• _WHAT NEEDS TO BE DONE_:
Only the lines that hold "label" should be in the answer, each copied from the data below.

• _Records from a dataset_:

━━━

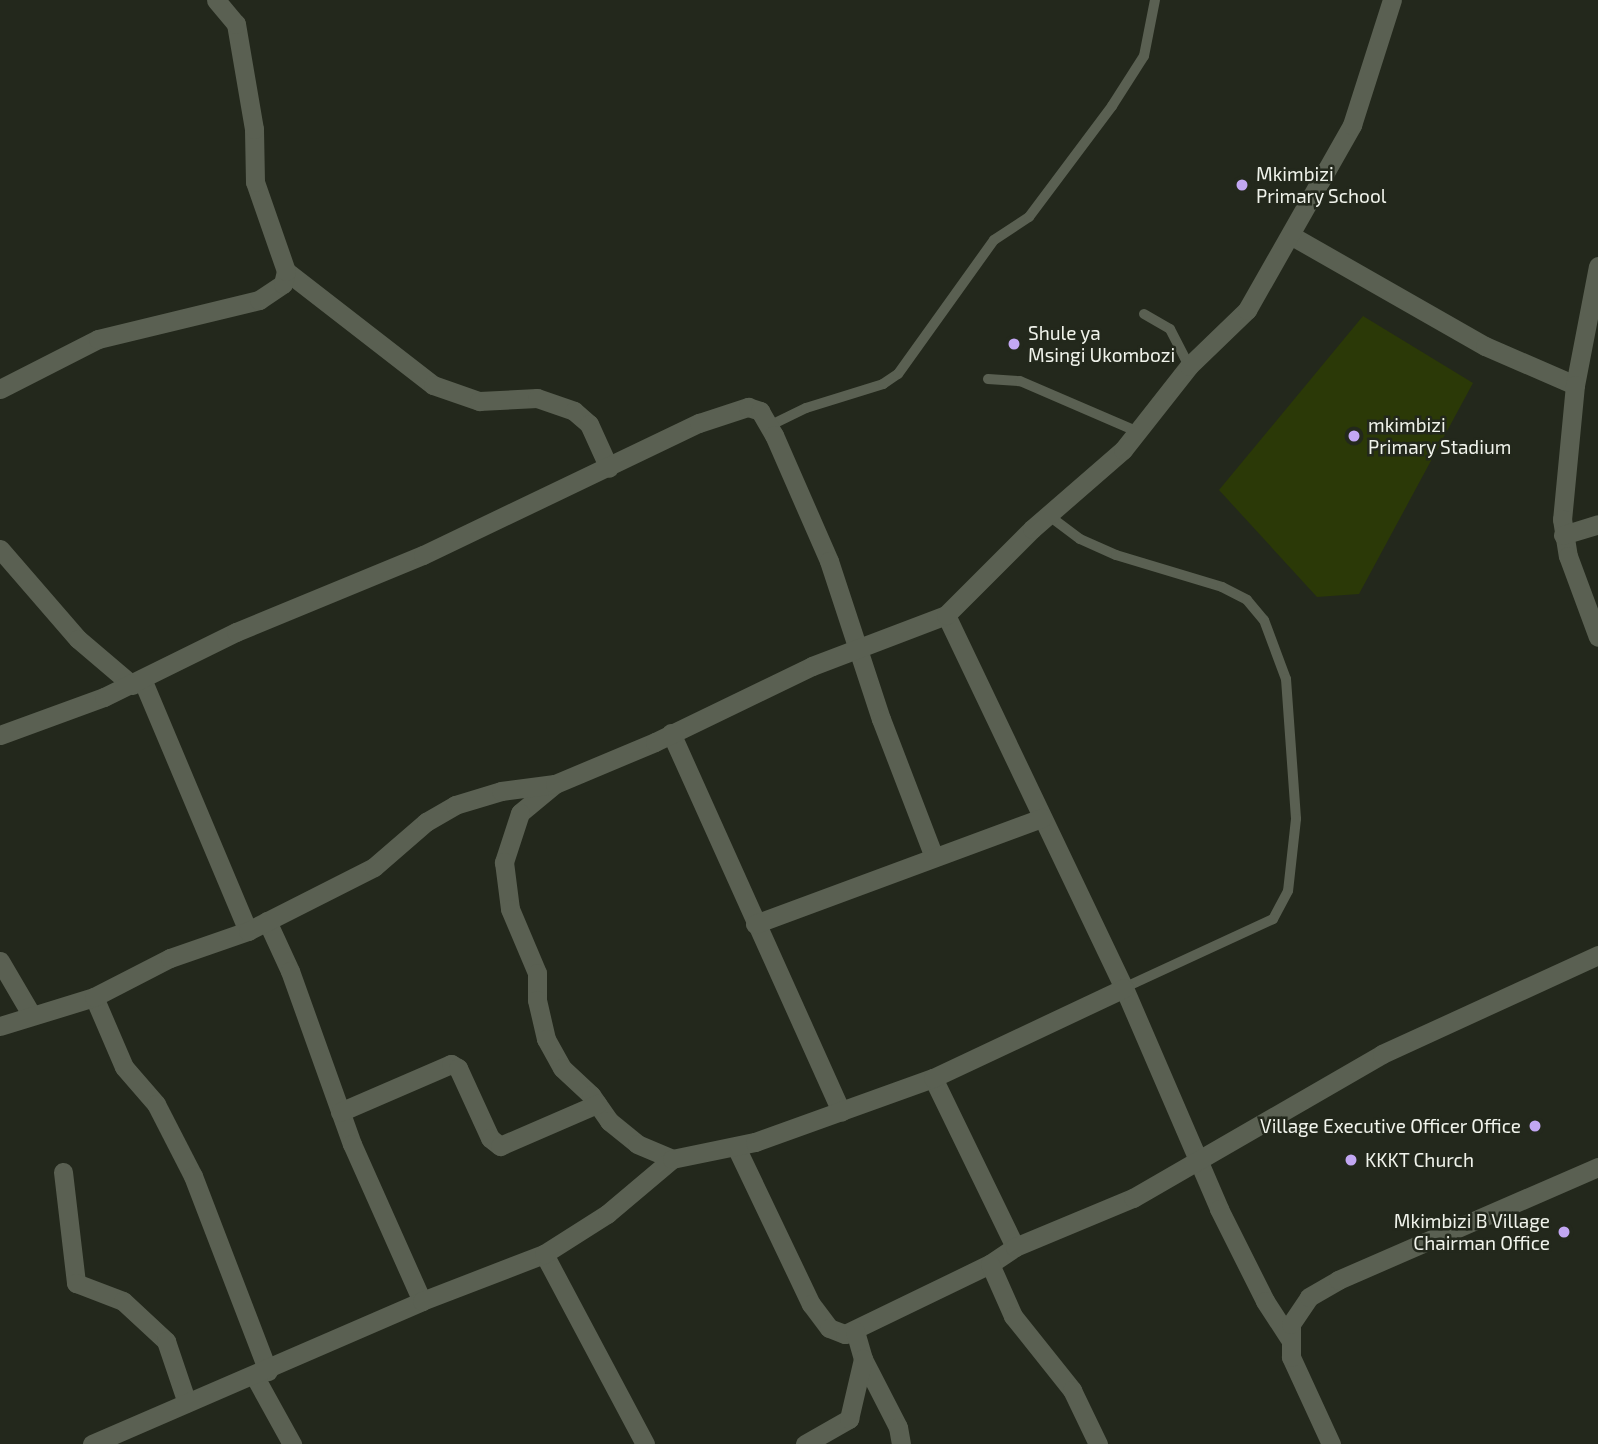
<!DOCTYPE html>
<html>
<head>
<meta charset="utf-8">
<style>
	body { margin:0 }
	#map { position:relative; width:1598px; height:1444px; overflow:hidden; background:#23281c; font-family:"Exo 2",sans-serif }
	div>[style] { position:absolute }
	.green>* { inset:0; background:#2b3907 }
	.lane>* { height:10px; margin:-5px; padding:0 5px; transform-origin:5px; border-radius:5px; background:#5a6052 }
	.street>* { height:19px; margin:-9.5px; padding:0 9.5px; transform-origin:9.5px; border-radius:9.5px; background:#5a6052 }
	.dots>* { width:19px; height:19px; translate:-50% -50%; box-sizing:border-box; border:4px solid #23281c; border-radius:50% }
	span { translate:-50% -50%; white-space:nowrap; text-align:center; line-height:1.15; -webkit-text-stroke:5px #23281c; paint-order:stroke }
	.poi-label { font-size:19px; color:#f0f3eb }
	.left { translate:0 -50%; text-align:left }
	.right { translate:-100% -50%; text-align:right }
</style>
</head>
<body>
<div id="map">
	<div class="green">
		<i style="clip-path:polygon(1363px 316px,1473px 383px,1359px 594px,1317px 597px,1219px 490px)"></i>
	</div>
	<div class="lane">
		<i style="left:1144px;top:314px;width:30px;rotate:30deg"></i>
		<i style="left:1170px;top:329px;width:42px;rotate:62.8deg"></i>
		<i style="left:988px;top:379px;width:32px;rotate:4deg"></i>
		<i style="left:1020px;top:381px;width:126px;rotate:23.3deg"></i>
		<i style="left:769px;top:426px;width:41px;rotate:-25.9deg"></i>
		<i style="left:806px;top:408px;width:81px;rotate:-17.3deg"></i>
		<i style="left:883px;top:384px;width:18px;rotate:-34deg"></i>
		<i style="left:898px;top:374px;width:165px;rotate:-54.4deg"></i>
		<i style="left:994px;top:240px;width:42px;rotate:-33.3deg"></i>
		<i style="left:1029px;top:217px;width:139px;rotate:-53.2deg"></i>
		<i style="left:1112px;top:106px;width:59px;rotate:-57.4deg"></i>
		<i style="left:1144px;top:56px;width:57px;rotate:-78.9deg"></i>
		<i style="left:1048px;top:515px;width:40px;rotate:37deg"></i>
		<i style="left:1080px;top:539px;width:39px;rotate:24deg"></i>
		<i style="left:1116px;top:555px;width:111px;rotate:16.8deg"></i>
		<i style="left:1222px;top:587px;width:28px;rotate:27deg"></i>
		<i style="left:1247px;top:600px;width:26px;rotate:50deg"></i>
		<i style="left:1264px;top:620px;width:63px;rotate:69.6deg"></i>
		<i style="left:1286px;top:679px;width:140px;rotate:85.9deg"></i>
		<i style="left:1296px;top:819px;width:72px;rotate:96.3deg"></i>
		<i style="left:1288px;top:891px;width:32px;rotate:118deg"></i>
		<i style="left:1273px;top:919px;width:164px;rotate:155.2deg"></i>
	</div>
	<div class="street">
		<i style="left:1292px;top:236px;width:222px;rotate:29.7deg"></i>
		<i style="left:1485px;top:346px;width:98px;rotate:23.4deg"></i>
		<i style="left:1598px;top:266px;width:121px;rotate:100.9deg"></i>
		<i style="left:1575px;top:385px;width:135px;rotate:95.5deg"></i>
		<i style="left:1562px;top:519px;width:37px;rotate:81deg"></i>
		<i style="left:1568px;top:556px;width:86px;rotate:69.7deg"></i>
		<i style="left:286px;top:271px;width:186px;rotate:37.8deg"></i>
		<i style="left:433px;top:385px;width:49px;rotate:19.2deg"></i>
		<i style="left:479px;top:401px;width:58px;rotate:-3deg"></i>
		<i style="left:537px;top:398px;width:39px;rotate:19deg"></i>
		<i style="left:574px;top:411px;width:20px;rotate:41deg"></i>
		<i style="left:589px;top:424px;width:48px;rotate:65.6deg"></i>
		<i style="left:0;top:389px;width:110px;rotate:-27deg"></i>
		<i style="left:98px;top:339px;width:166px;rotate:-13.6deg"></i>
		<i style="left:259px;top:300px;width:29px;rotate:-34deg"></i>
		<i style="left:283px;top:284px;width:13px;rotate:-77deg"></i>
		<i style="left:286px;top:271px;width:94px;rotate:-109.2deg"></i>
		<i style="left:255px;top:182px;width:53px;rotate:-91.1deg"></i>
		<i style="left:254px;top:129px;width:107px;rotate:-99.7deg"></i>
		<i style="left:236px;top:24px;width:31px;rotate:-130deg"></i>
		<i style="left:1563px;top:535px;width:37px;rotate:-17deg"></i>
		<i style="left:0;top:549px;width:119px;rotate:49.1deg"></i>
		<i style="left:78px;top:639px;width:71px;rotate:40.4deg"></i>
		<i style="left:946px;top:615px;width:413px;rotate:64.5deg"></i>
		<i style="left:1124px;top:988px;width:241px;rotate:66.7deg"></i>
		<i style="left:1219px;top:1209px;width:103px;rotate:63.4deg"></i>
		<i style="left:1265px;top:1301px;width:44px;rotate:57deg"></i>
		<i style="left:142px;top:679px;width:273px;rotate:67.2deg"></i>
		<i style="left:671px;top:733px;width:415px;rotate:65.8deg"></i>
		<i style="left:0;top:735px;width:111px;rotate:-20.1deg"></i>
		<i style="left:104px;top:697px;width:147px;rotate:-26.2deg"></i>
		<i style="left:236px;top:632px;width:202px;rotate:-22.4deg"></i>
		<i style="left:423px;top:555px;width:306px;rotate:-25.6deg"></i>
		<i style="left:699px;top:423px;width:52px;rotate:-18.1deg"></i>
		<i style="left:748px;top:407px;width:13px;rotate:18deg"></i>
		<i style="left:760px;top:411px;width:28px;rotate:60deg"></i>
		<i style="left:774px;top:435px;width:137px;rotate:66.4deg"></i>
		<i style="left:829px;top:561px;width:166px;rotate:71.8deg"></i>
		<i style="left:881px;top:719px;width:148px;rotate:69deg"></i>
		<i style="left:555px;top:784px;width:45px;rotate:140.4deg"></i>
		<i style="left:520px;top:813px;width:52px;rotate:108.1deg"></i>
		<i style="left:504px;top:862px;width:47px;rotate:82.7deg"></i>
		<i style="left:510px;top:909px;width:69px;rotate:67.1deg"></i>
		<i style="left:537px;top:973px;width:27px;rotate:90deg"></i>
		<i style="left:537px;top:1000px;width:40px;rotate:77deg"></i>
		<i style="left:546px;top:1039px;width:33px;rotate:61deg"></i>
		<i style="left:562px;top:1068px;width:40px;rotate:43deg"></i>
		<i style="left:591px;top:1095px;width:32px;rotate:55deg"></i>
		<i style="left:609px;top:1121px;width:36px;rotate:39deg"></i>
		<i style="left:637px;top:1144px;width:38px;rotate:23deg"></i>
		<i style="left:267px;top:921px;width:55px;rotate:65.3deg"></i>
		<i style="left:290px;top:971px;width:184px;rotate:70.3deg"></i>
		<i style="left:352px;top:1144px;width:172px;rotate:66deg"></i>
		<i style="left:755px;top:924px;width:306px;rotate:-20.3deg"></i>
		<i style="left:0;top:961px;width:61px;rotate:59.7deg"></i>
		<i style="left:94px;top:997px;width:76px;rotate:66.8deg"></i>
		<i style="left:124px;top:1067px;width:49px;rotate:49.1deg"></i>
		<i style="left:156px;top:1104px;width:81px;rotate:62.8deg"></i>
		<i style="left:193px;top:1176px;width:209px;rotate:69deg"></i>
		<i style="left:0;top:1026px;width:98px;rotate:-17.1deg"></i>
		<i style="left:94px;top:997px;width:85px;rotate:-27.2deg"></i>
		<i style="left:170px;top:958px;width:83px;rotate:-19.1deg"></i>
		<i style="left:248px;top:931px;width:141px;rotate:-26.9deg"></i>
		<i style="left:374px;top:867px;width:69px;rotate:-40.9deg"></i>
		<i style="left:426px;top:822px;width:34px;rotate:-30deg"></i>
		<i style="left:455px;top:805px;width:48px;rotate:-16.9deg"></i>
		<i style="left:501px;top:791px;width:54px;rotate:-7.4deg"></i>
		<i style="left:555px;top:784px;width:108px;rotate:-22.8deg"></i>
		<i style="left:655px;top:742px;width:174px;rotate:-25.8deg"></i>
		<i style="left:812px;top:666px;width:143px;rotate:-20.8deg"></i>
		<i style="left:946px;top:615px;width:122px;rotate:-45deg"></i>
		<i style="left:1032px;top:529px;width:121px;rotate:-41deg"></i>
		<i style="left:1123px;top:450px;width:107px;rotate:-51.8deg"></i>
		<i style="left:1189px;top:366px;width:81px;rotate:-44deg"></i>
		<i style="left:1247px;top:310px;width:213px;rotate:-60.4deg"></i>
		<i style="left:1352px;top:125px;width:131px;rotate:-72.3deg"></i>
		<i style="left:933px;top:1078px;width:188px;rotate:64.1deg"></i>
		<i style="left:340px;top:1112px;width:121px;rotate:-23.4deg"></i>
		<i style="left:451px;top:1064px;width:8px;rotate:30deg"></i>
		<i style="left:458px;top:1068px;width:77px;rotate:65.4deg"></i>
		<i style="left:490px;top:1138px;width:13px;rotate:39deg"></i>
		<i style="left:500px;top:1146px;width:106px;rotate:-23.4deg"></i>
		<i style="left:736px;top:1147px;width:174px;rotate:64.5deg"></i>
		<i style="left:811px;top:1304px;width:30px;rotate:53deg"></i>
		<i style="left:829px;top:1328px;width:17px;rotate:21deg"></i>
		<i style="left:845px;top:1334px;width:161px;rotate:-25.8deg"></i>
		<i style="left:990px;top:1264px;width:30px;rotate:-34deg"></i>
		<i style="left:1015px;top:1247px;width:128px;rotate:-22.6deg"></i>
		<i style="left:1133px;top:1198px;width:288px;rotate:-30deg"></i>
		<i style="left:1382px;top:1054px;width:238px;rotate:-24.6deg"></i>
		<i style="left:63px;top:1172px;width:112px;rotate:83.3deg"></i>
		<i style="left:76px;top:1283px;width:50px;rotate:21deg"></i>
		<i style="left:123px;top:1301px;width:59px;rotate:42.9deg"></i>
		<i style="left:166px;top:1341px;width:65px;rotate:71.3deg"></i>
		<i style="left:544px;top:1254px;width:215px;rotate:62deg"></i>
		<i style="left:990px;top:1264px;width:57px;rotate:66.1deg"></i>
		<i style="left:1013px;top:1316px;width:95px;rotate:51.4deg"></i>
		<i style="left:1072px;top:1390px;width:60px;rotate:64.3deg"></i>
		<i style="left:855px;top:1331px;width:29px;rotate:74deg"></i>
		<i style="left:863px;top:1359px;width:76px;rotate:62.8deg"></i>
		<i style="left:898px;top:1427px;width:17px;rotate:80deg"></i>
		<i style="left:255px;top:1377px;width:77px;rotate:61.1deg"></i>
		<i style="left:92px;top:1444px;width:360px;rotate:-23.4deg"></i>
		<i style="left:422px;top:1301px;width:131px;rotate:-21.1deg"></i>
		<i style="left:544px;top:1254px;width:75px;rotate:-32.4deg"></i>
		<i style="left:607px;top:1214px;width:85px;rotate:-40.2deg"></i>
		<i style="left:672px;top:1159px;width:85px;rotate:-11.6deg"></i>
		<i style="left:755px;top:1142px;width:189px;rotate:-19.8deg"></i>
		<i style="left:933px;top:1078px;width:211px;rotate:-25.2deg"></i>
		<i style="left:805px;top:1444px;width:51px;rotate:-29.6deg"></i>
		<i style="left:849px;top:1419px;width:62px;rotate:-76.9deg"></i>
		<i style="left:1331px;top:1444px;width:96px;rotate:-114.7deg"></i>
		<i style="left:1291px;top:1357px;width:33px;rotate:-90deg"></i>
		<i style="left:1291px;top:1324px;width:32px;rotate:-56deg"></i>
		<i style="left:1309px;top:1297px;width:34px;rotate:-30deg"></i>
		<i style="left:1338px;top:1280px;width:283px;rotate:-23.5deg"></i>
	</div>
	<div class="dots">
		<i style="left:1242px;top:185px;background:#c2a7f2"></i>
		<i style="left:1014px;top:344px;background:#c2a7f2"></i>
		<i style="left:1354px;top:436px;background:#c2a7f2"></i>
		<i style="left:1535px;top:1126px;background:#c2a7f2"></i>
		<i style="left:1351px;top:1160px;background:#c2a7f2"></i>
		<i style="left:1564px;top:1232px;background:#c2a7f2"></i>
	</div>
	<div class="poi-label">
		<span class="left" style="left:1256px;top:185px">Mkimbizi<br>Primary School</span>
		<span class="left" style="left:1028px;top:344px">Shule ya<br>Msingi Ukombozi</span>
		<span class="left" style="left:1368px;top:436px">mkimbizi<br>Primary Stadium</span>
		<span class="right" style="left:1521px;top:1126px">Village Executive Officer Office</span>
		<span class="left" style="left:1365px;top:1160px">KKKT Church</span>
		<span class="right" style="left:1550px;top:1232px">Mkimbizi B Village<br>Chairman Office</span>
	</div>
</div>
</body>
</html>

━━━

• _WRITTEN RESPONSE_:
	.poi-label { font-size:19px; color:#f0f3eb }
	<div class="poi-label">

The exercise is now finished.